#### TASK TO COMPLETE:
When you output the entries, begin with the first line and end with the line containing "I am building", keeping each line exactly as it is.

#### MATERIALS PROVIDED:
=-=-=

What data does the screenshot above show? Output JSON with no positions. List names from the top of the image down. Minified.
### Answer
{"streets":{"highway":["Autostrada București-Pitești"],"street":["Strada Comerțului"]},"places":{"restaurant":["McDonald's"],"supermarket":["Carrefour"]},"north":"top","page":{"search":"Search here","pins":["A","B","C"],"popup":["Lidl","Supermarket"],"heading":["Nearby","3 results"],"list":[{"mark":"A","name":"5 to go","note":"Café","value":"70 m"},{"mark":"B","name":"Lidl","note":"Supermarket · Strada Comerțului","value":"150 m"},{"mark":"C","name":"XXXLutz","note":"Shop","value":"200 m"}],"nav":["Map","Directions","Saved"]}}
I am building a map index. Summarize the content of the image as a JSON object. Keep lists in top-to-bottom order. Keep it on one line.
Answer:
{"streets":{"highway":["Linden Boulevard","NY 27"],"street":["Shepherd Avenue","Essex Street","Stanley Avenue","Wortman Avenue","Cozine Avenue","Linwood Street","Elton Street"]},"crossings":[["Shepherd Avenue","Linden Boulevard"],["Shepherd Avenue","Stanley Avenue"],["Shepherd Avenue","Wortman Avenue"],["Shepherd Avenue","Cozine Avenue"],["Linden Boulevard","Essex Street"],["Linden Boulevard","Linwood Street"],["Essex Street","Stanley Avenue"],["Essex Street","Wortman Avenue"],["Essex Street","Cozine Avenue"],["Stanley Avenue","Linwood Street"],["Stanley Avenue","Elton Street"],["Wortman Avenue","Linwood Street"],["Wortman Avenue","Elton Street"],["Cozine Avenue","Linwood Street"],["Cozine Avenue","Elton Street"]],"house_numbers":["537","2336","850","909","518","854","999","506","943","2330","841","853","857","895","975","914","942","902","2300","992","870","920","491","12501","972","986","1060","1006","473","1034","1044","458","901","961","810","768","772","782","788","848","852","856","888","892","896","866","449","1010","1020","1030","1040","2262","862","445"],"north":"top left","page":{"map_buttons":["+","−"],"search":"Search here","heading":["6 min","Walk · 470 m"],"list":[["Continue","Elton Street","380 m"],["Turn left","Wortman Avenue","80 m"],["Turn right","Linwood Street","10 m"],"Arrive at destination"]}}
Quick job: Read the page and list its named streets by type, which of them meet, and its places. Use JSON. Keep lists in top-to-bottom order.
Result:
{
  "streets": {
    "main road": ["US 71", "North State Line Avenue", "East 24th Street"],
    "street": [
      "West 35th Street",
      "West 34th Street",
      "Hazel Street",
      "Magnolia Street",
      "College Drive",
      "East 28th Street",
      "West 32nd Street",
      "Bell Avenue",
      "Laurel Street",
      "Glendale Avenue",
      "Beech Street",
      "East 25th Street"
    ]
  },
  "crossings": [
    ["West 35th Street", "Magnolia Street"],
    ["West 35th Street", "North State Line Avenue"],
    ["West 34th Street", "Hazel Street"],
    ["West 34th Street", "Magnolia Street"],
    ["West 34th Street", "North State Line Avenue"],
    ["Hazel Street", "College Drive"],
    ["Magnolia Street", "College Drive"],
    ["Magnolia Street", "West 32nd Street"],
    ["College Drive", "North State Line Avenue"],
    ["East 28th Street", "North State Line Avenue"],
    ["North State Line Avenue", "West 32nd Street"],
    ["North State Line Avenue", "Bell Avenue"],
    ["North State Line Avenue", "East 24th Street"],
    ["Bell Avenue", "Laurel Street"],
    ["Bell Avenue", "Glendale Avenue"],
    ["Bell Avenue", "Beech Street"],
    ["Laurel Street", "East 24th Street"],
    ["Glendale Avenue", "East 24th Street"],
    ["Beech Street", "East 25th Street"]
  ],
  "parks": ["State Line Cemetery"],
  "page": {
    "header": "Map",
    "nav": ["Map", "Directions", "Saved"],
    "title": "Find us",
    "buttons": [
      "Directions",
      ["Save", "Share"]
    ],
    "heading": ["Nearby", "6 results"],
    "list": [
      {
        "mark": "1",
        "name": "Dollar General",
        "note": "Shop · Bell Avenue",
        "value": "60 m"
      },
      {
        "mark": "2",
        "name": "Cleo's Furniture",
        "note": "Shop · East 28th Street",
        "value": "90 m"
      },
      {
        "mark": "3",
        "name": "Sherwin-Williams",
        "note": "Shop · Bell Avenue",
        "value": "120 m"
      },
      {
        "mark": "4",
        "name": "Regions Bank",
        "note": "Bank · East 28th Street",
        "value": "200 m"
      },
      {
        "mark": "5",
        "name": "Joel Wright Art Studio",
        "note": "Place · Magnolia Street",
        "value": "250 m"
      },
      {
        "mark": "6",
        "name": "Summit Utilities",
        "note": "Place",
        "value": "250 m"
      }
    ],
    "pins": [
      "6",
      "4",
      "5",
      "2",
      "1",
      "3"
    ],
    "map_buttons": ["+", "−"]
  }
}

=-=-=

#### SOLUTION TO THIS EXERCISE:
What data does the screenshot above show? Output JSON with no positions. List names from the top of the image down. Minified.
### Answer
{"streets":{"highway":["Autostrada București-Pitești"],"street":["Strada Comerțului"]},"places":{"restaurant":["McDonald's"],"supermarket":["Carrefour"]},"north":"top","page":{"search":"Search here","pins":["A","B","C"],"popup":["Lidl","Supermarket"],"heading":["Nearby","3 results"],"list":[{"mark":"A","name":"5 to go","note":"Café","value":"70 m"},{"mark":"B","name":"Lidl","note":"Supermarket · Strada Comerțului","value":"150 m"},{"mark":"C","name":"XXXLutz","note":"Shop","value":"200 m"}],"nav":["Map","Directions","Saved"]}}
I am building a map index. Summarize the content of the image as a JSON object. Keep lists in top-to-bottom order. Keep it on one line.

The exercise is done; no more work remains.